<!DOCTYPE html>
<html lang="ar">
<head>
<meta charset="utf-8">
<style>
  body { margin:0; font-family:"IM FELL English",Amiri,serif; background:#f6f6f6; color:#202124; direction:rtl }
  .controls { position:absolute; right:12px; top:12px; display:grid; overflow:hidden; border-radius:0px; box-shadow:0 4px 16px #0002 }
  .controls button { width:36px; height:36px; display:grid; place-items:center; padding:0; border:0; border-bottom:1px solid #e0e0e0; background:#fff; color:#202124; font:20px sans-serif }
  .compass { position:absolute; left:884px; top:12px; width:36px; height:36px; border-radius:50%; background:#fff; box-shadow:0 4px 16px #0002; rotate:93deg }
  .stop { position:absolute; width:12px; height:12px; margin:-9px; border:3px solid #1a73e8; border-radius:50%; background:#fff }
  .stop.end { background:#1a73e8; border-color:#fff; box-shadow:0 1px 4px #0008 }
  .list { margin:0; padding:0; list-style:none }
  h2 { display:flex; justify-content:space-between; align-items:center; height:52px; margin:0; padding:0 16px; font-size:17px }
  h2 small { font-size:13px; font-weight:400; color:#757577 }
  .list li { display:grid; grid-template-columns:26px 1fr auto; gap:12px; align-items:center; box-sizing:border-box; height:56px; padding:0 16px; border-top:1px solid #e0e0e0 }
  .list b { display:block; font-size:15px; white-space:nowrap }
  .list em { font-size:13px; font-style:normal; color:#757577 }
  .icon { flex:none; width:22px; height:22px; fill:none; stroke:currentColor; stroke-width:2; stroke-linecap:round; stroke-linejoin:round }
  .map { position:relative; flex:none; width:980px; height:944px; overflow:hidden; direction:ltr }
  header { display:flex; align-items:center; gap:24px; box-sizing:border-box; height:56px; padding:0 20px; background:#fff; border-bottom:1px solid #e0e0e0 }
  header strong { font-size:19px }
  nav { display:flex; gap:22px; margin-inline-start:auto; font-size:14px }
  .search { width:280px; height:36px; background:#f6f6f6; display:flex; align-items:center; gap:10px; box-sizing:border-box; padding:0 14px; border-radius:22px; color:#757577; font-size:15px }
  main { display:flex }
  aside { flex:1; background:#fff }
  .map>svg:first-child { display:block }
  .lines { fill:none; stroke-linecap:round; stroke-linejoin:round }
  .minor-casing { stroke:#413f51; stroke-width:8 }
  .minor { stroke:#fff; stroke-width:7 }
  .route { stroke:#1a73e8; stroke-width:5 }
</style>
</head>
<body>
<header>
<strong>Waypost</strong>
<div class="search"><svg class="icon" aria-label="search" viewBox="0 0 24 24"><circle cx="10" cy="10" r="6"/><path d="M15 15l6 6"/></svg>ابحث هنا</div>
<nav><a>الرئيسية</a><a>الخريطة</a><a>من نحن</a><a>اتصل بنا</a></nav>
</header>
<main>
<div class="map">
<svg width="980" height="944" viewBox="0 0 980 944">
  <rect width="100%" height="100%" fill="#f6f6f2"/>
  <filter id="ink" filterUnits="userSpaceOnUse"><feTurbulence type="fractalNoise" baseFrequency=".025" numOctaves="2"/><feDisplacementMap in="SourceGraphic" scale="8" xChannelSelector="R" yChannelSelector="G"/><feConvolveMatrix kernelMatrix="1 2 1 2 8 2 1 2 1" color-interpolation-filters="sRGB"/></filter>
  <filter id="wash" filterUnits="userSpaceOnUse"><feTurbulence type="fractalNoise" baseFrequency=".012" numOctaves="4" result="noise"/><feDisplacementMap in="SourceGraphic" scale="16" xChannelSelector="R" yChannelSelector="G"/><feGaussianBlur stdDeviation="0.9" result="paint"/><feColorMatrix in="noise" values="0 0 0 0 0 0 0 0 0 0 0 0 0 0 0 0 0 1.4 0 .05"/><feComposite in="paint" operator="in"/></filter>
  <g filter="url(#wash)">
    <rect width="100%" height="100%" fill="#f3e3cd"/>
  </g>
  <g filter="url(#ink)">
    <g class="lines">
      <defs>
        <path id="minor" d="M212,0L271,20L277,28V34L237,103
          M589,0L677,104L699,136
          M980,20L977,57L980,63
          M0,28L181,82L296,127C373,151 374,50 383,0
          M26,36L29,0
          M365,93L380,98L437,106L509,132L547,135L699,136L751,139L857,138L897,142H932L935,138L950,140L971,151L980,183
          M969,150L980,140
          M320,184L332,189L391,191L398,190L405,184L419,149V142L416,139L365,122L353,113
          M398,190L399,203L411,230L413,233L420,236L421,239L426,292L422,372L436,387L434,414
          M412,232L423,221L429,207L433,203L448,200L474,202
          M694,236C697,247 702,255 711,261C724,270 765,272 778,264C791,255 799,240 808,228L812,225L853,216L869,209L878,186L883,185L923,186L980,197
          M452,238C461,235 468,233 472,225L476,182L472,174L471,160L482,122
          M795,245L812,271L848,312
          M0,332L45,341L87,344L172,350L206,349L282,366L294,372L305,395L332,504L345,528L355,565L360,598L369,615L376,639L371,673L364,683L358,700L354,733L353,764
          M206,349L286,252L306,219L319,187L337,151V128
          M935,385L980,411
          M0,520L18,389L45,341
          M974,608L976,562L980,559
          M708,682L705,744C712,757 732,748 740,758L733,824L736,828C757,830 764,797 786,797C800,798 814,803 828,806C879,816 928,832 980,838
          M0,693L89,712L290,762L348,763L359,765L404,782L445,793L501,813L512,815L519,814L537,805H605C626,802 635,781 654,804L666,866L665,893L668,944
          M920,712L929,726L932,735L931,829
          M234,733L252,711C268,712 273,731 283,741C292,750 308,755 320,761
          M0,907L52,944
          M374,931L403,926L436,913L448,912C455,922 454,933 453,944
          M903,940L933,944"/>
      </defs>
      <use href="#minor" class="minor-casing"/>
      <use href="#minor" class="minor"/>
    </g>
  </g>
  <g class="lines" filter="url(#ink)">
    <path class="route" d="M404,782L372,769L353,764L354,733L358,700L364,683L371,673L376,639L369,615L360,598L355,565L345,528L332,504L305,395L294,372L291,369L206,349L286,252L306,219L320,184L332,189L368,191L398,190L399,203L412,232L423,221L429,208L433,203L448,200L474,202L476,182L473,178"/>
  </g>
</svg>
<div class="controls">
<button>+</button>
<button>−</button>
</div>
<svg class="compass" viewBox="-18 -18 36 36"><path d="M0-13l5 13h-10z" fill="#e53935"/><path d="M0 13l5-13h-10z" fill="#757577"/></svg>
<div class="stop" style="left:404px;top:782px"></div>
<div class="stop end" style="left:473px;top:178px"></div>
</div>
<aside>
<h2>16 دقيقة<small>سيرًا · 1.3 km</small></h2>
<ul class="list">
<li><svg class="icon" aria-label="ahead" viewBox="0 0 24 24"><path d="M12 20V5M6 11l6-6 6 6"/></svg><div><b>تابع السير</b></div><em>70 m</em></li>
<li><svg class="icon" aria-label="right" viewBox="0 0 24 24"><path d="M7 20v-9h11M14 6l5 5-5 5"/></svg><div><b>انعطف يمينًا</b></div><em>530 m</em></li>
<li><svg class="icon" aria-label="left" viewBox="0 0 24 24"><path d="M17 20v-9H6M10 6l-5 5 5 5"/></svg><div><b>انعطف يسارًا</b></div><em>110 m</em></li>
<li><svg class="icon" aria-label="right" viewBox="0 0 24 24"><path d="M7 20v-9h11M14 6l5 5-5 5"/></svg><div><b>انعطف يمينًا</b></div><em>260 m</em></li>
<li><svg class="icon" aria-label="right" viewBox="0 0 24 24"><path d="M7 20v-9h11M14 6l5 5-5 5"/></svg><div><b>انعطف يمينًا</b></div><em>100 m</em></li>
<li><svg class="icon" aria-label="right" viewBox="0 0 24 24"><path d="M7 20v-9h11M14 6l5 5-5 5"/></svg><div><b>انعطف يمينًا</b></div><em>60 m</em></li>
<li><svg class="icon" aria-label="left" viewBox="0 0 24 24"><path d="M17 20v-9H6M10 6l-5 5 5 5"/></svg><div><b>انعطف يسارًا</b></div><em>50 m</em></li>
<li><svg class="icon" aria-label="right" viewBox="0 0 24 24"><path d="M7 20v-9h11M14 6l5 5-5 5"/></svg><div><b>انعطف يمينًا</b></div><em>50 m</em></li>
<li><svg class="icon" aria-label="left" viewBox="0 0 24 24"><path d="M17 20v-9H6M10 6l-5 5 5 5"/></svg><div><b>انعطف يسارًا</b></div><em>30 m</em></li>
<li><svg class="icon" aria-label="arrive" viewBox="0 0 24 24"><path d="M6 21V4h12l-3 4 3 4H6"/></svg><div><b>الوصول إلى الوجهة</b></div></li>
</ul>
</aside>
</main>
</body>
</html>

> [The problem]: Once the line containing "position:absolute; right:12px; top:12px;" has been written out, please stop; every line before it, back to the first line of the records above, should be given exactly.

> [Written answer]:
<!DOCTYPE html>
<html lang="ar">
<head>
<meta charset="utf-8">
<style>
  body { margin:0; font-family:"IM FELL English",Amiri,serif; background:#f6f6f6; color:#202124; direction:rtl }
  .controls { position:absolute; right:12px; top:12px; display:grid; overflow:hidden; border-radius:0px; box-shadow:0 4px 16px #0002 }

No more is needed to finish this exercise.